Казаки гребли прямо на город, – сразу было видно, что они хотят пригрянуть. Городские ворота были уже заперты, и на стенах и башнях уже шевелились стрельцы и пушкари. Воевода, из смуглого сделавшийся каким-то серым, поднялся на стену.
– Уж вы постойте, ребятушки, за великого государя и за дом Пресвятыя Богородицы… – неуверенным языком говорил он. – Не выдайте нас ворам и безбожникам…
– Что ты?… – говорили стрельцы и пушкари. – Как то можно?…
Но за его спиной они лукаво подмигивали один другому и усмехались…
Улицы городка были похожи на встревоженный муравейник. Кто-то испуганно причитал. Многие откровенно грозили кулаком воеводским хоромам и бахвалились:
– Ну, погоди теперь!..
Струги ткнулись носами в мокрый песок. Казаки, звеня оружием, быстро выскакивали один за другим на берег. Пушкари навели на воровские струги свои пушки и затинные пищали. У всех дух захватило. Но – жалко пшикнул порох в затравках, и ни одна пушка не выстрелила. И зашептало тревожно и радостно по толпам: «И пушки заговорил атаман!.. Не берёт порох против ведуна…»
– Какое там ведовство?… – хмуро заметил воеводе тяжёлый и рыжий, густо пахнущий потом протопоп, соборный отец Гаврила. – Ты на рожи-то у стрельцов погляди…
– Знамо дело, измена… – сказал Иван Бакулин, вож. – На…али в затравки, сукины сыны, только всех и делов… Пойдет теперь потеха!..
И посадские широко открыли перед казаками городские ворота: жалуйте, гости дорогие!..
Но Степан был осторожен. Хотя он отлично знал об очень ему дружественных настроениях царицынцев – тайные дружки его подготовили их, – но всё же бережёного и Бог бережёт! И он подозвал к себе своего есаула, Ивашку Черноярца.
– Вот что, Ваня… – сказал он, глядя ему в глаза. – Возьми-ка ты с собой двух-трех казаков поскладнее да сходи-ка с ними на воеводский двор и потребуй у воеводы для казаков молот да наковальню, да мехи и весь кузнечный припас… Нам в пути годится… Ну, а между прочим погляди там, как и что. Раскусил?
– Раскусил… – тряхнул кудрями молодцеватый, подбористый есаул.
– Та вважай у воеводши-то не забарись… – заколыхался своим толстым брюхом Тихон Бридун. – Лучше, в рази чого, у станицю веди, на одну ничку можна…
– Ладно, ладно… – скалил белые зубы Ивашка… – Сам с усам…

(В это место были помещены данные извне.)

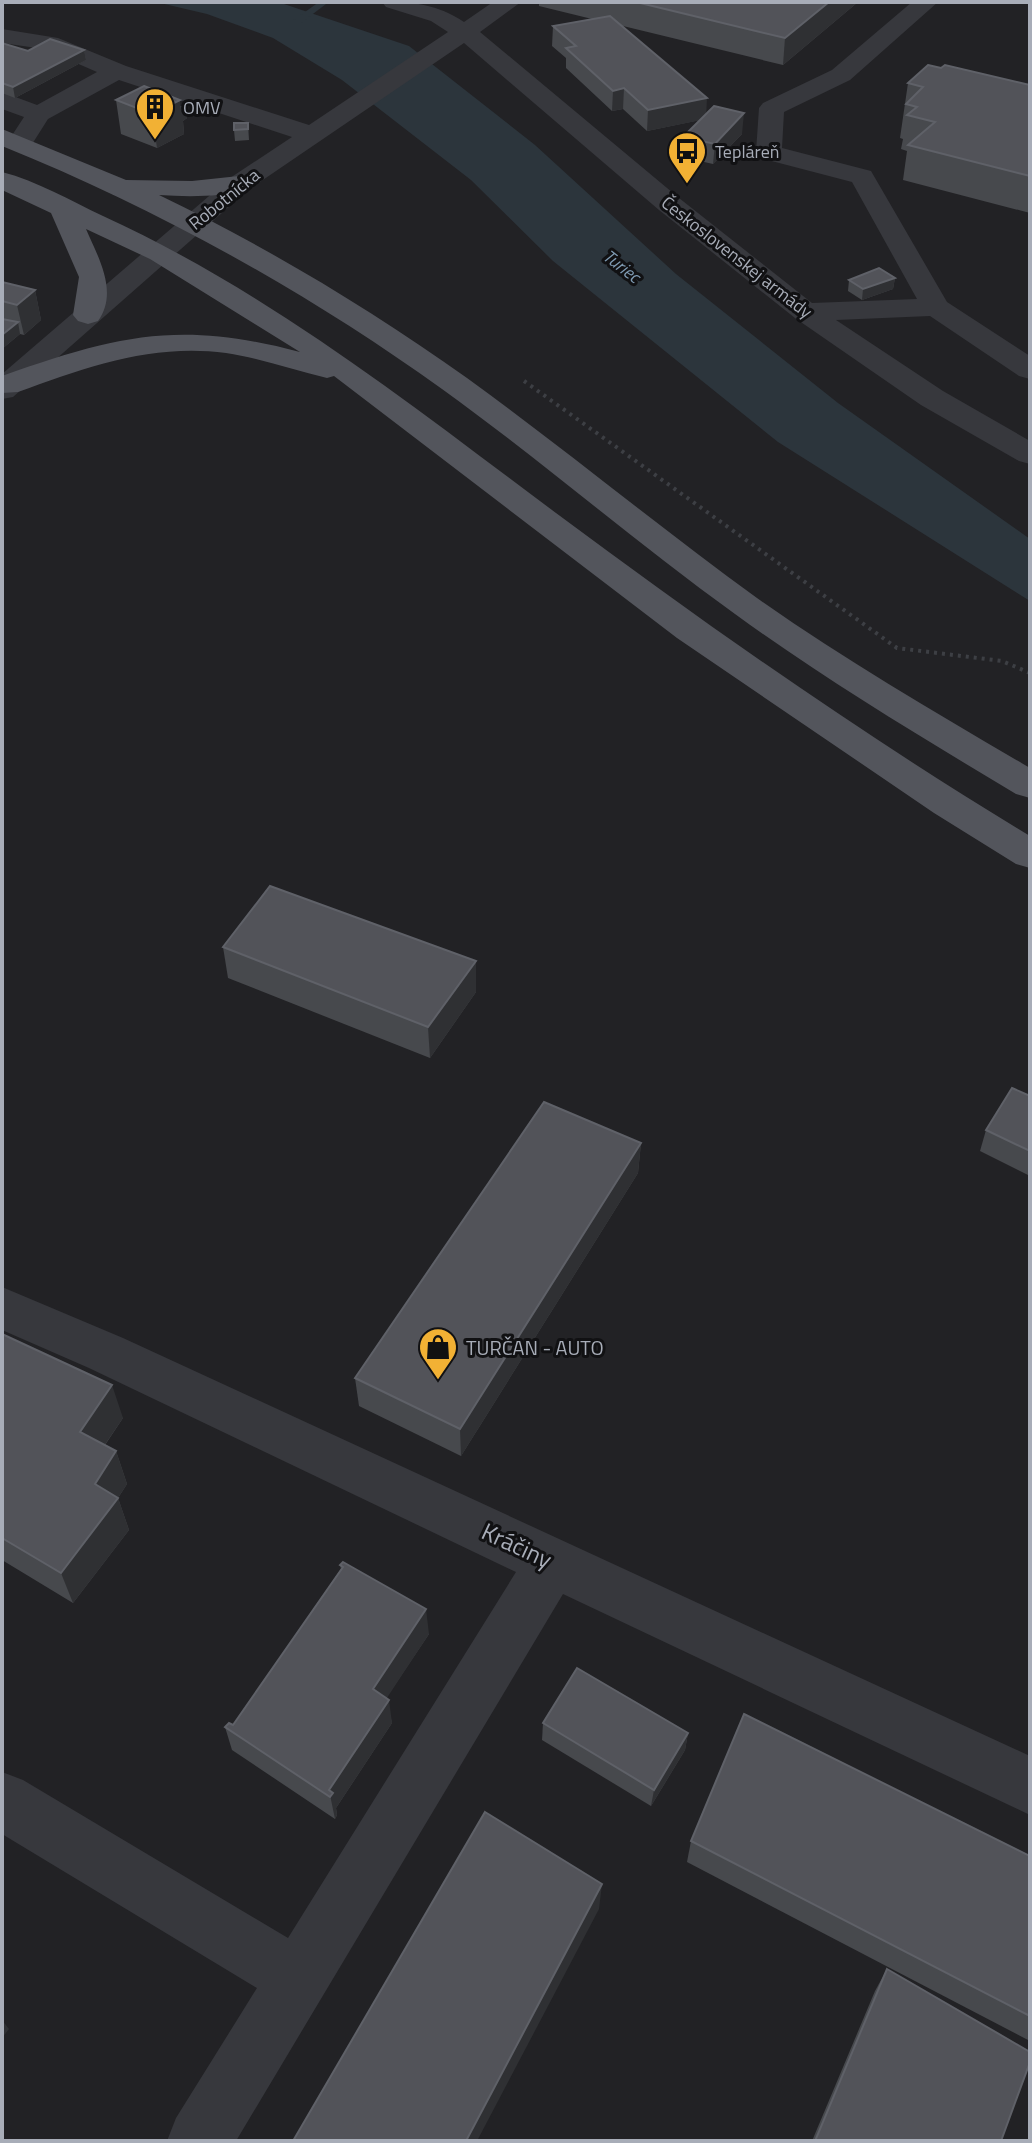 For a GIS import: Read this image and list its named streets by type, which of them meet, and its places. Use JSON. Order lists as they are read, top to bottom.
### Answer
{
  "streets": {
    "street": ["Robotnícka", "Československej armády", "Kráčiny"]
  },
  "crossings": [
    ["Robotnícka", "Československej armády"]
  ],
  "water": ["Turiec"],
  "places": {
    "building": ["OMV"],
    "bus stop": ["Tepláreň"],
    "shop": ["TURČAN - AUTO"]
  }
} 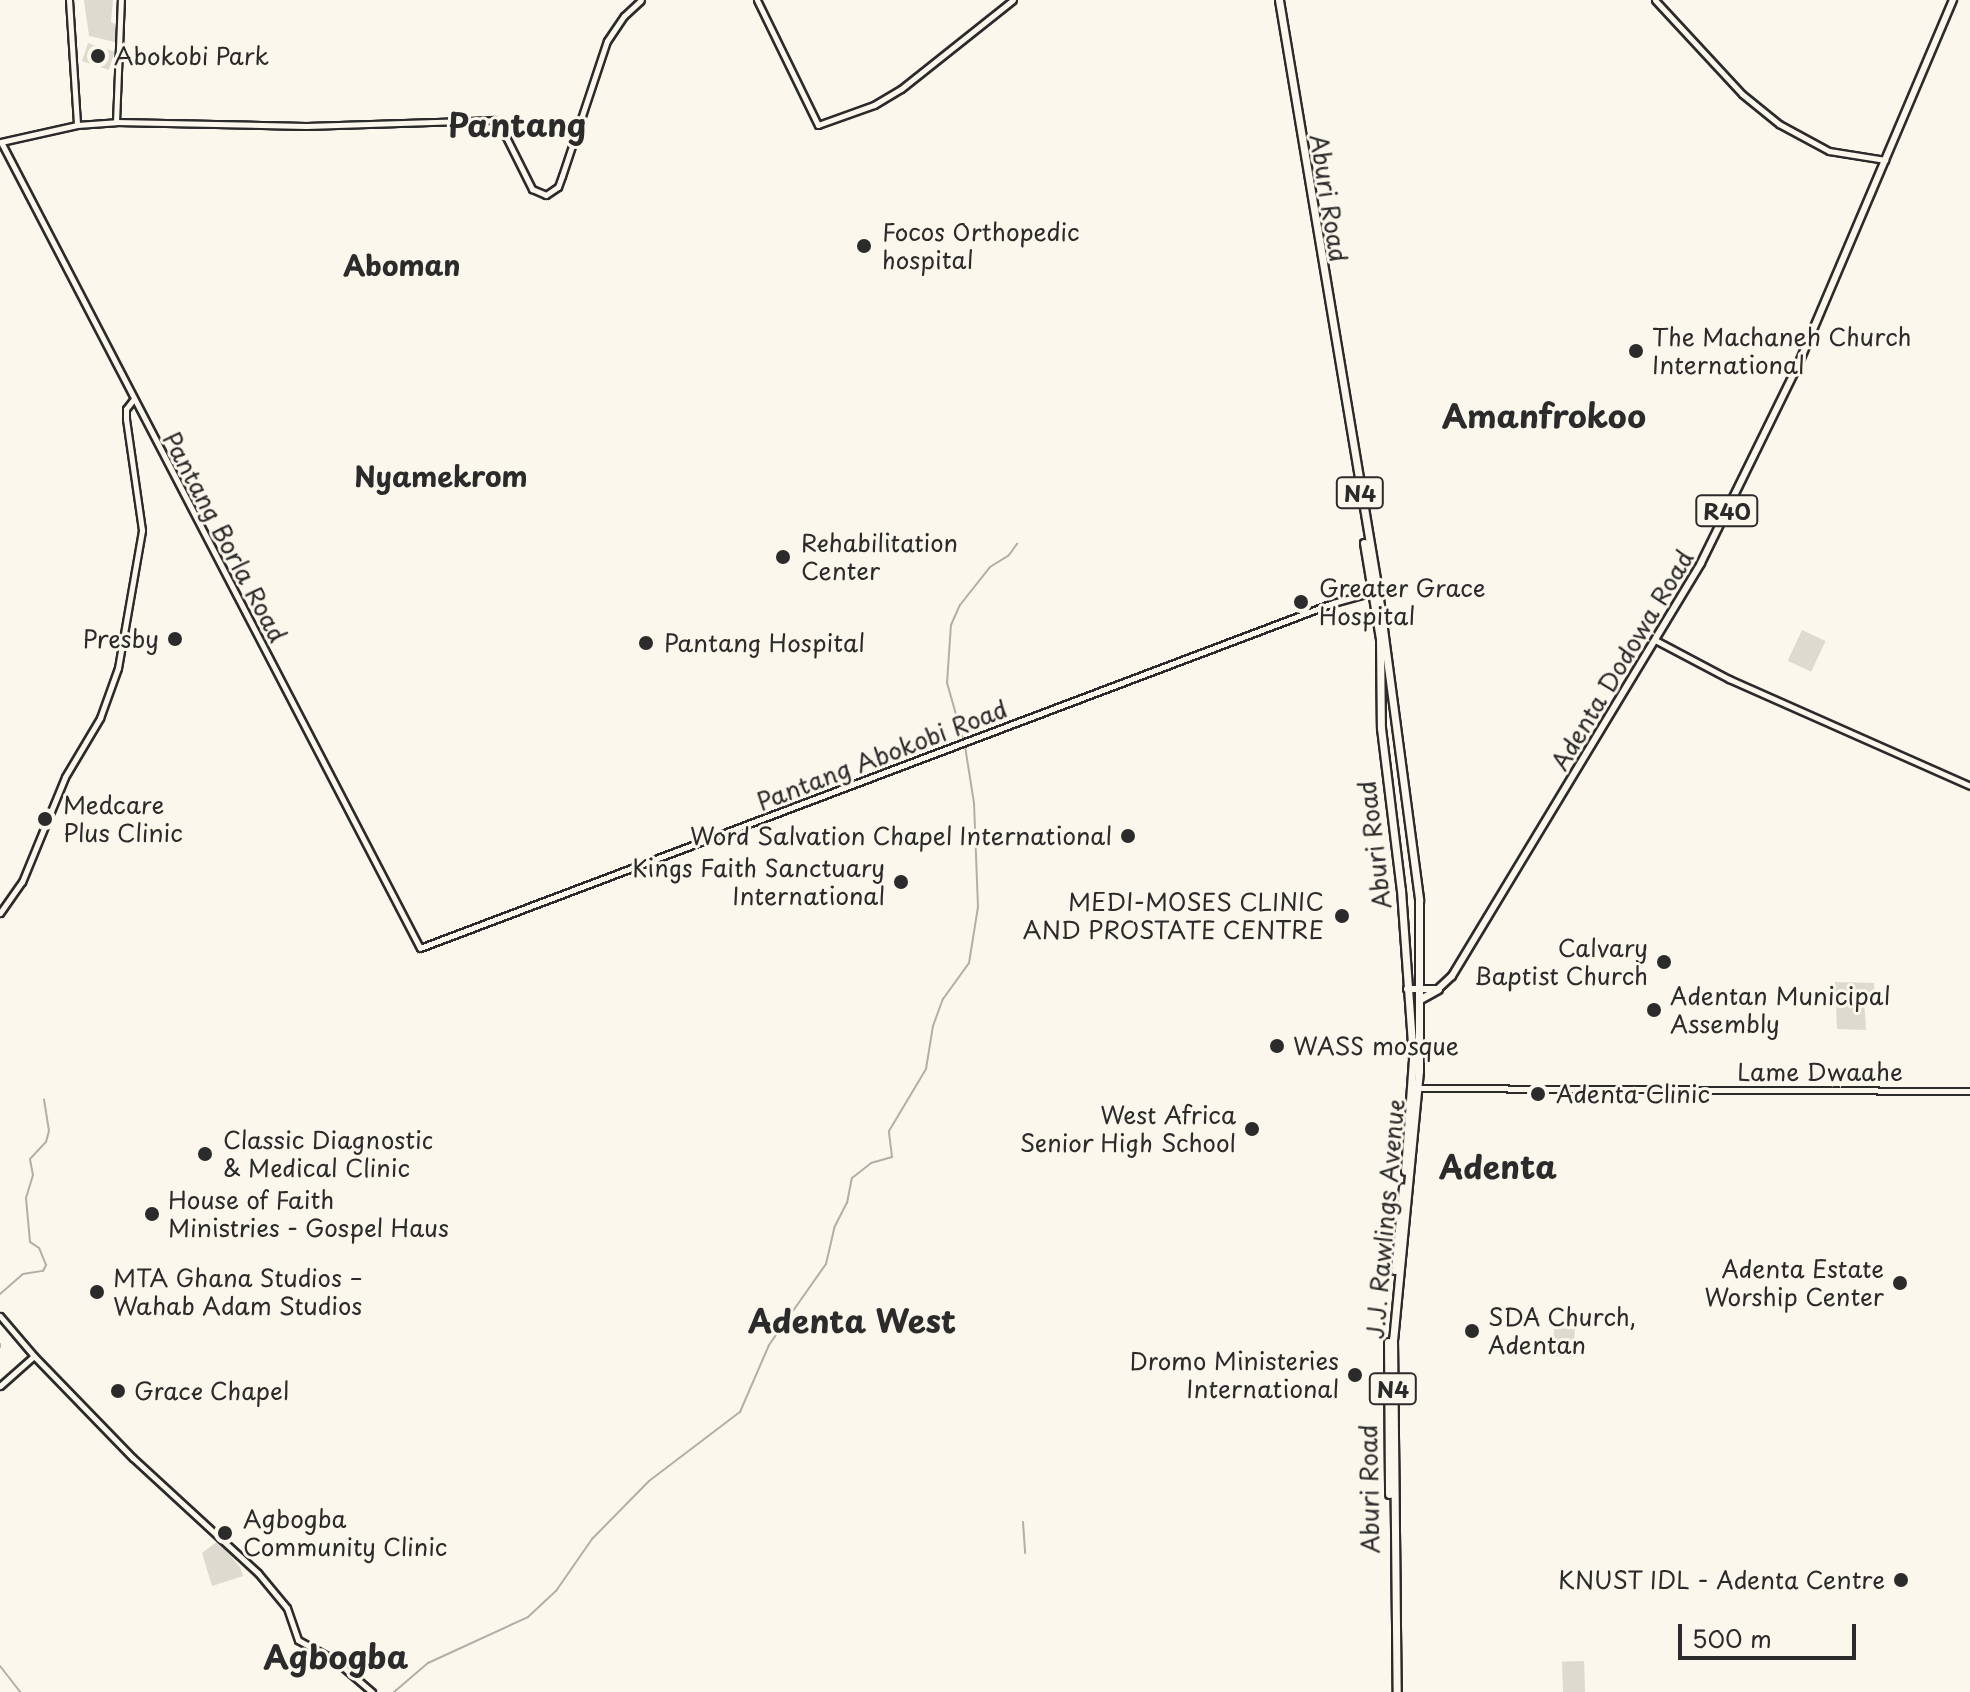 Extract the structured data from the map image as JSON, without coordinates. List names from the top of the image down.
{
  "streets": {
    "highway": ["Aburi Road", "N4", "J.J. Rawlings Avenue"],
    "main road": ["R40", "Adenta Dodowa Road"],
    "street": ["Pantang Borla Road", "Pantang Abokobi Road", "Lame Dwaahe"]
  },
  "crossings": [
    ["Aburi Road", "N4"],
    ["Aburi Road", "Pantang Abokobi Road"],
    ["Aburi Road", "Lame Dwaahe"],
    ["Aburi Road", "J.J. Rawlings Avenue"],
    ["N4", "Lame Dwaahe"],
    ["N4", "J.J. Rawlings Avenue"],
    ["Pantang Borla Road", "Pantang Abokobi Road"],
    ["Lame Dwaahe", "J.J. Rawlings Avenue"]
  ],
  "districts": [
    "Pantang",
    "Aboman",
    "Amanfrokoo",
    "Nyamekrom",
    "Adenta",
    "Adenta West",
    "Agbogba"
  ],
  "places": [
    "Abokobi Park",
    "Focos Orthopedic hospital",
    "The Machaneh Church International",
    "Rehabilitation Center",
    "Greater Grace Hospital",
    "Presby",
    "Pantang Hospital",
    "Medcare Plus Clinic",
    "Word Salvation Chapel International",
    "Kings Faith Sanctuary International",
    "MEDI-MOSES CLINIC AND PROSTATE CENTRE",
    "Calvary Baptist Church",
    "Adentan Municipal Assembly",
    "WASS mosque",
    "Adenta Clinic",
    "West Africa Senior High School",
    "Classic Diagnostic & Medical Clinic",
    "House of Faith Ministries - Gospel Haus",
    "Adenta Estate Worship Center",
    "MTA Ghana Studios – Wahab Adam Studios",
    "SDA Church, Adentan",
    "Dromo Ministeries International",
    "Grace Chapel",
    "Agbogba Community Clinic",
    "KNUST IDL - Adenta Centre"
  ],
  "scale_bar": "500 m"
}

Казаки хлопотали около стругов, готовясь к далекому походу за зипунами, а посадские люди усеяли весь берег, кто с тайным недоброжелательством, а кто и со жгучей завистью глядя на этих вольных людей, смело стряхнувших с себя цепи обыденщины. А Ивашка Чер-ноярец тем временем, вырядившись, форсисто прошел с двумя казаками на воеводский двор. Холопы и стрельцы сочувственно смотрели на молодчину казака. Сверху, из косящата окошка, смотрела на послов Пелагея Мироновна. Один из казаков, заметив ее, легонько толкнул локтем Ивашку и повёл глазами на терем. Ивашка приосанился. Воевода с посеревшим лицом вышел на крыльцо. Он совсем растерялся и не знал, как держать себя. За ним сумрачно прятал свою рыжую, волосатую тушу протопоп.